• Work request: Find every line below with the word "stream" in it, and copy each one.

• Data in this exercise:
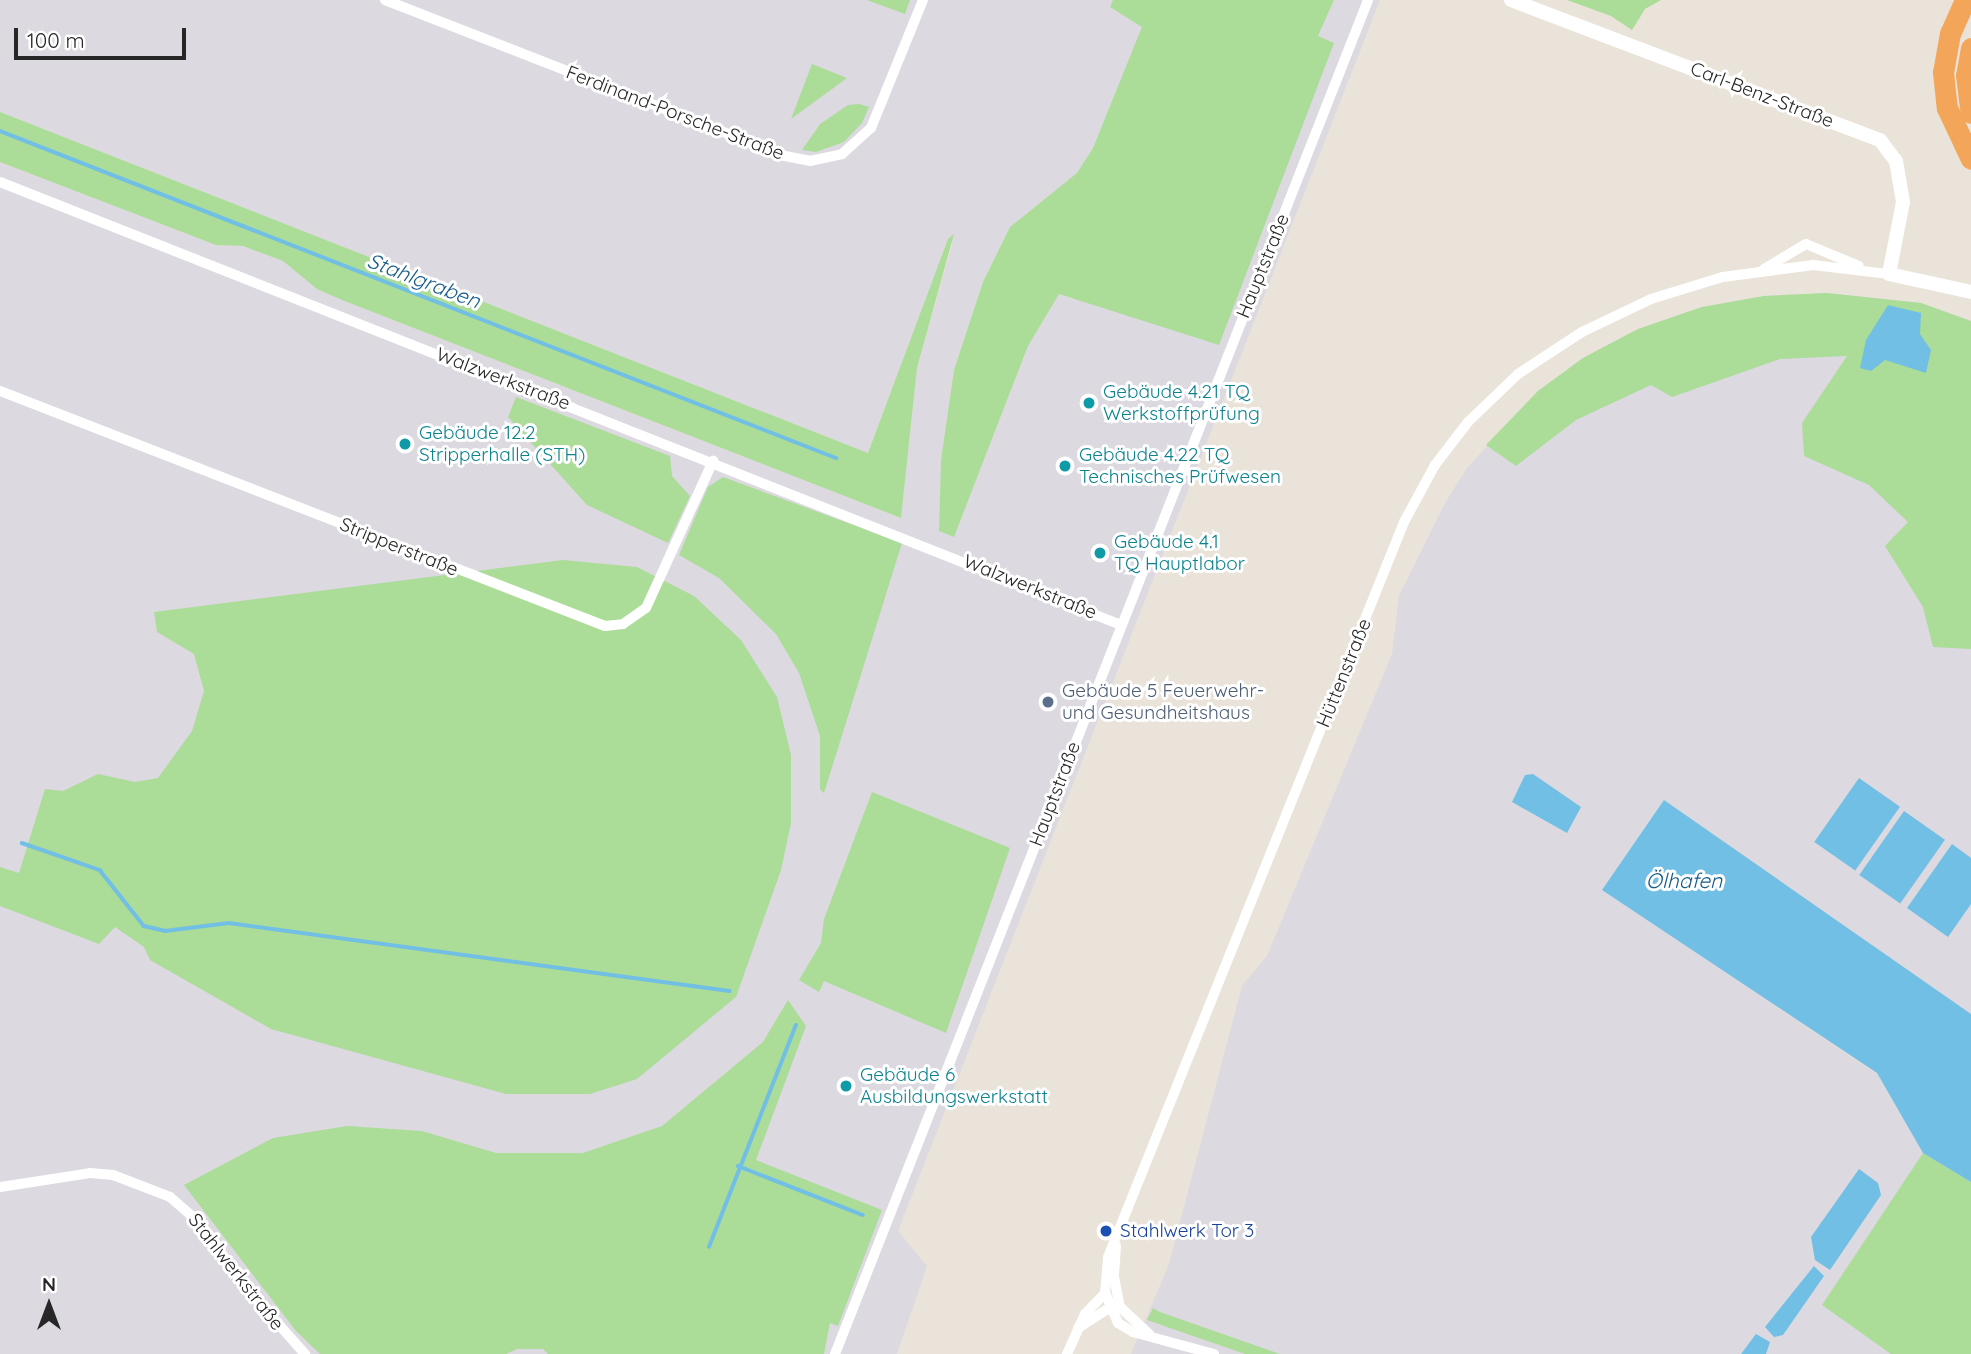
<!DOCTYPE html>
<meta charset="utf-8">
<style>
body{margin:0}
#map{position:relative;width:1971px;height:1354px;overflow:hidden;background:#e9e3d9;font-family:Quicksand,sans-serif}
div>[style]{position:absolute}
.industrial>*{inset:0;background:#dcd9e1}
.green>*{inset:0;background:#abdc98}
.water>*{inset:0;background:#71bfe5;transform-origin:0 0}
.stream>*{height:3.5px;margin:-1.75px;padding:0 1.75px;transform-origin:1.75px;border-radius:1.75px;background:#71bfe5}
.minor>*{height:10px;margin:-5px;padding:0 5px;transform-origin:5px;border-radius:5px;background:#fff}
.tertiary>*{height:14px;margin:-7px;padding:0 7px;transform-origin:7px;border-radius:7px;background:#fff}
.motorway>*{height:21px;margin:-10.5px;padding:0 10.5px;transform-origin:10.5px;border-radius:10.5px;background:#f3a659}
.dots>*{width:19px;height:19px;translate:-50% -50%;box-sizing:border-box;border:4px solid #fff;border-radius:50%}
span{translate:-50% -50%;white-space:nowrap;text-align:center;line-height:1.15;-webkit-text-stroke:6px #fff;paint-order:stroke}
.street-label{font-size:19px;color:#272727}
.culture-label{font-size:19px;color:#0d838f}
.left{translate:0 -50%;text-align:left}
.service-label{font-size:19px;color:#4e5e75}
.transit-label{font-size:19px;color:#164399}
.water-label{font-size:21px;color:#155b8c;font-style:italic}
.north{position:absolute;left:14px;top:1270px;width:70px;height:70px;-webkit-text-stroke:5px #fff;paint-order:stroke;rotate:0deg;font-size:19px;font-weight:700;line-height:28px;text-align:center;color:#272727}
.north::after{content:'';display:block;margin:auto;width:24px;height:32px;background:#272727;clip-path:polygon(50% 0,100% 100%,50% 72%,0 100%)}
.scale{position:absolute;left:14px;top:28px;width:172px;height:32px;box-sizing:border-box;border:4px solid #272727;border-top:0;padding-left:9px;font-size:21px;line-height:24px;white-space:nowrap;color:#272727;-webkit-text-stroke:5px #fff;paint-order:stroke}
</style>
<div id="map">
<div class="industrial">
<div style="clip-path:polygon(0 0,1113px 0,1111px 7px,1143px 27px,1093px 148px,1077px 173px,1010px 227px,983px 282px,954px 370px,941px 460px,939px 531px,954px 537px,1028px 346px,1059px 294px,1072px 299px,1333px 44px,1318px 36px,1334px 0,1380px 0,898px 1231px,927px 1266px,897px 1354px,0 1354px,0 162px,216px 245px,243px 246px,283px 261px,317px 289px,342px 300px,901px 518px,917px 368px,953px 242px,948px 239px,868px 453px,0 112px)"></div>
<div style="clip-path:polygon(1827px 293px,1921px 303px,1971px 321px,1971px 1014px,1664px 800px,1603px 890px,1877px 1074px,1923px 1152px,1971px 1182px,1971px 1354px,1131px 1354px,1169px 1264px,1242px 986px,1267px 956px,1392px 654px,1399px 596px,1445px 503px,1467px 468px,1538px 391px,1583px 358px,1638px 329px,1702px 307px,1764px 296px)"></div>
</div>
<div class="green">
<div style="clip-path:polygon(867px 0,910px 0,905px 14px)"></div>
<div style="clip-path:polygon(1113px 0,1334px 0,1318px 36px,1334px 43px,1219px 345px,1059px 294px,1028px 346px,954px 537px,939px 531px,941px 460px,954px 370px,983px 282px,1010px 227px,1077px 173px,1093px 148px,1142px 27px,1110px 7px)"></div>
<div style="clip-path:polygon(1567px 0,1661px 0,1645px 9px,1632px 30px,1611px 16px)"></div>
<div style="clip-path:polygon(812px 64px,847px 78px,791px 119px)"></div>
<div style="clip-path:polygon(859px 104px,869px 107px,862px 123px,844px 142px,816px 152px,802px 150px,820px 124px,848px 105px)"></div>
<div style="clip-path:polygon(0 112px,868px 453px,948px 239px,954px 234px,917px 368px,901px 518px,342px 300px,317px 289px,283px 261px,243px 246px,216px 245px,0 162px)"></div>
<div style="clip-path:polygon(1827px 293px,1921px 303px,1971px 321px,1971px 649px,1933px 647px,1923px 607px,1885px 546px,1908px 522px,1869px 485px,1804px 456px,1802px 423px,1847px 356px,1780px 359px,1672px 397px,1651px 385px,1576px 420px,1516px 466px,1486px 445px,1538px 391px,1583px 358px,1638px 329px,1702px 307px,1764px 296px)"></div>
<div style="clip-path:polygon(516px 397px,670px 456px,672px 476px,690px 496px,668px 543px,587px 505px,508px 417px)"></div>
<div style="clip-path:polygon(723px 477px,902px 543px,824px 793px,820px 789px,820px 736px,799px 673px,776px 634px,719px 578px,679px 555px,708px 487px)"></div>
<div style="clip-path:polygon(563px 560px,637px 567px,694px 596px,741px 640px,777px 697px,791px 755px,791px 823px,781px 870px,736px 997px,637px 1079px,590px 1094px,506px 1094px,271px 1029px,150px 960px,144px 947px,115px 927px,99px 944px,0 906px,0 867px,19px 873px,45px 789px,63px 791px,98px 774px,135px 782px,158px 778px,192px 731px,204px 691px,194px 654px,157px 632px,154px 612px)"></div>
<div style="clip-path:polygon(872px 792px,1010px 848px,946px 1033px,824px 981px,819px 992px,799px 980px,821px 943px,824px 919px)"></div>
<div style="clip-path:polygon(788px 1000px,806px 1026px,756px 1160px,882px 1210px,838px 1326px,830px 1323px,824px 1354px,548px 1354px,543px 1349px,517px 1349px,506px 1354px,320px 1354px,296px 1331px,184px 1185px,273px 1138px,347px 1126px,422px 1131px,496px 1153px,583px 1153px,662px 1126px,763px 1042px)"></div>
<div style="clip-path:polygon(1923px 1153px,1971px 1182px,1971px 1354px,1891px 1354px,1822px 1305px)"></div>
<div style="clip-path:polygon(1153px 1308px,1160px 1312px,1280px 1354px,1245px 1354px,1147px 1320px)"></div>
</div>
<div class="water">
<div style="clip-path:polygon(1888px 305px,1921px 313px,1920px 334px,1931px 350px,1926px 373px,1885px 360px,1871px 371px,1860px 368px,1866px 340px)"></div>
<div style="clip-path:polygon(1533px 774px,1581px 807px,1567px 833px,1512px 802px,1525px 775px)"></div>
<div style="left:1859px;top:778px;width:50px;height:78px;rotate:35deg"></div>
<div style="clip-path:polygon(1664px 800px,1971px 1014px,1971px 1182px,1923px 1153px,1877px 1073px,1602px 890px)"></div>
<div style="left:1904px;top:811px;width:50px;height:78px;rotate:35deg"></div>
<div style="clip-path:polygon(1952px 844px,1971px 858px,1971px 904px,1948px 937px,1907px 908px)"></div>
<div style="clip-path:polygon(1859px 1169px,1878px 1183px,1881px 1195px,1830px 1270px,1815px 1260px,1811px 1237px)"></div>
<div style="clip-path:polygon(1814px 1266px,1824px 1276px,1783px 1335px,1774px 1337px,1765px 1327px)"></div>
<div style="clip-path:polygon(1756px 1334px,1770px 1342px,1766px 1354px,1741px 1354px)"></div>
</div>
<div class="stream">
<div style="left:0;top:131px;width:898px;rotate:21.36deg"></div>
<div style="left:22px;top:843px;width:83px;rotate:19.1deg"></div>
<div style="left:100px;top:870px;width:71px;rotate:51.8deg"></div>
<div style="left:144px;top:926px;width:22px;rotate:13deg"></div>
<div style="left:165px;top:931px;width:64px;rotate:-7.1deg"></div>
<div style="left:229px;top:923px;width:505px;rotate:7.74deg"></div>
<div style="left:738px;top:1166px;width:134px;rotate:21.4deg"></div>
<div style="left:709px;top:1247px;width:238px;rotate:-68.6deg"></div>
</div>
<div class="minor">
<div style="left:385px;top:0;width:429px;rotate:21.3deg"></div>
<div style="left:785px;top:156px;width:25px;rotate:11deg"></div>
<div style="left:810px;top:161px;width:33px;rotate:-12deg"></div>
<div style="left:842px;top:154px;width:39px;rotate:-42deg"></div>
<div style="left:871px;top:128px;width:138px;rotate:-67.9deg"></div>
<div style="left:0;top:182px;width:1205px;rotate:21.56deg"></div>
<div style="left:1764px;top:269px;width:49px;rotate:-30.8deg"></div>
<div style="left:1806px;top:244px;width:57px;rotate:22.5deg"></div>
<div style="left:0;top:391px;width:649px;rotate:21.23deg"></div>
<div style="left:605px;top:626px;width:18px;rotate:-6deg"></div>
<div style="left:623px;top:624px;width:28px;rotate:-35deg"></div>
<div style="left:646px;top:608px;width:162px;rotate:-65.5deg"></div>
<div style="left:0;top:1187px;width:91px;rotate:-8.8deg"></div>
<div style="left:90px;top:1173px;width:23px;rotate:5deg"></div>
<div style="left:113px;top:1175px;width:61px;rotate:21.1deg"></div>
<div style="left:170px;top:1197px;width:40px;rotate:41deg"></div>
<div style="left:200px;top:1223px;width:75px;rotate:54.8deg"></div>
<div style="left:243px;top:1284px;width:94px;rotate:48.5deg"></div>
<div style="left:1116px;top:1246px;width:31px;rotate:94deg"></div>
<div style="left:1114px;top:1277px;width:31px;rotate:79deg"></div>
<div style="left:1120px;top:1307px;width:40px;rotate:43deg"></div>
<div style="left:1078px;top:1328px;width:43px;rotate:-32.6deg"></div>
<div style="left:835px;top:1354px;width:1455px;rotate:-68.51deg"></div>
<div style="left:1067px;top:1354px;width:44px;rotate:-65.8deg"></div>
<div style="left:1085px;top:1314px;width:29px;rotate:-46deg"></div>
<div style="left:1214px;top:1354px;width:84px;rotate:-164.8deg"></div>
<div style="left:1133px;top:1332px;width:17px;rotate:-149deg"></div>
<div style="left:1118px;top:1323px;width:33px;rotate:-113deg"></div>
<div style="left:1105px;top:1293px;width:36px;rotate:-85deg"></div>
<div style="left:1108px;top:1257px;width:792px;rotate:-68.06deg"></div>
<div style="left:1404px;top:522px;width:65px;rotate:-61.5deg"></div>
<div style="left:1435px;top:465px;width:54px;rotate:-52.5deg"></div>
<div style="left:1468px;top:422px;width:69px;rotate:-43.8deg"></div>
<div style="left:1518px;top:374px;width:77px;rotate:-33.3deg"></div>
<div style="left:1582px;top:332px;width:76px;rotate:-25.6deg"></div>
<div style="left:1651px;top:299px;width:75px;rotate:-17deg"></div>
<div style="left:1723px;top:277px;width:91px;rotate:-7.6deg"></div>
<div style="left:1813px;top:265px;width:77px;rotate:6.8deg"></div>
</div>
<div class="tertiary">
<div style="left:1511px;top:0;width:395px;rotate:20.8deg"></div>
<div style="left:1880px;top:140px;width:26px;rotate:53deg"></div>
<div style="left:1896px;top:161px;width:42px;rotate:80.3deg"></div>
<div style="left:1903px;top:202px;width:73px;rotate:101deg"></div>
<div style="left:1889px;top:274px;width:84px;rotate:12.4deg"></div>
</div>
<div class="motorway">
<div style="left:1965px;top:0;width:36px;rotate:114deg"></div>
<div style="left:1950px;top:33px;width:40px;rotate:100deg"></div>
<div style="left:1943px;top:72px;width:36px;rotate:84deg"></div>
<div style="left:1947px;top:108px;width:56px;rotate:64.8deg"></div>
<div style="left:1971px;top:48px;width:27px;rotate:100deg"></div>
<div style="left:1966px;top:75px;width:38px;rotate:83deg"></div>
</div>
<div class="dots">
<div style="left:1089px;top:403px;background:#0f9aa8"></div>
<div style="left:405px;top:444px;background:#0f9aa8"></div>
<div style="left:1065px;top:466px;background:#0f9aa8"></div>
<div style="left:1100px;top:553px;background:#0f9aa8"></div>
<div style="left:1048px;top:702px;background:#5c6f8a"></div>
<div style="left:846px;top:1086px;background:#0f9aa8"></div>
<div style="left:1106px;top:1231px;background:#1a4fb4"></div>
</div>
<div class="street-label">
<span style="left:1762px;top:95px;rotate:21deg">Carl-Benz-Straße</span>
<span style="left:675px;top:113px;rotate:21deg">Ferdinand-Porsche-Straße</span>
<span style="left:1263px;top:266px;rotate:-68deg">Hauptstraße</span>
<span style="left:503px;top:379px;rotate:21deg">Walzwerkstraße</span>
<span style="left:399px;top:547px;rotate:22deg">Stripperstraße</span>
<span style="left:1030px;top:587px;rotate:22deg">Walzwerkstraße</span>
<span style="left:1344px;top:673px;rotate:-68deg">Hüttenstraße</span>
<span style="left:1055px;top:794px;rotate:-69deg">Hauptstraße</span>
<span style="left:236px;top:1272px;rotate:52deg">Stahlwerkstraße</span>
</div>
<div class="culture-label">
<span class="left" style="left:1103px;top:403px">Gebäude 4.21 TQ<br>Werkstoffprüfung</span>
<span class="left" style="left:419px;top:444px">Gebäude 12.2<br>Stripperhalle (STH)</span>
<span class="left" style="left:1079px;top:466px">Gebäude 4.22 TQ<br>Technisches Prüfwesen</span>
<span class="left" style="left:1114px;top:553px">Gebäude 4.1<br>TQ Hauptlabor</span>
<span class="left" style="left:860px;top:1086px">Gebäude 6<br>Ausbildungswerkstatt</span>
</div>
<div class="service-label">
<span class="left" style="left:1062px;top:702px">Gebäude 5 Feuerwehr-<br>und Gesundheitshaus</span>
</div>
<div class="transit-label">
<span class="left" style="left:1120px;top:1231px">Stahlwerk Tor 3</span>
</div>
<div class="water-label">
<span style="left:424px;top:280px;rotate:21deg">Stahlgraben</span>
<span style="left:1684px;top:880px">Ölhafen</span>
</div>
<div class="north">N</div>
<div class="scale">100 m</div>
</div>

• The answer:
.stream>*{height:3.5px;margin:-1.75px;padding:0 1.75px;transform-origin:1.75px;border-radius:1.75px;background:#71bfe5}
<div class="stream">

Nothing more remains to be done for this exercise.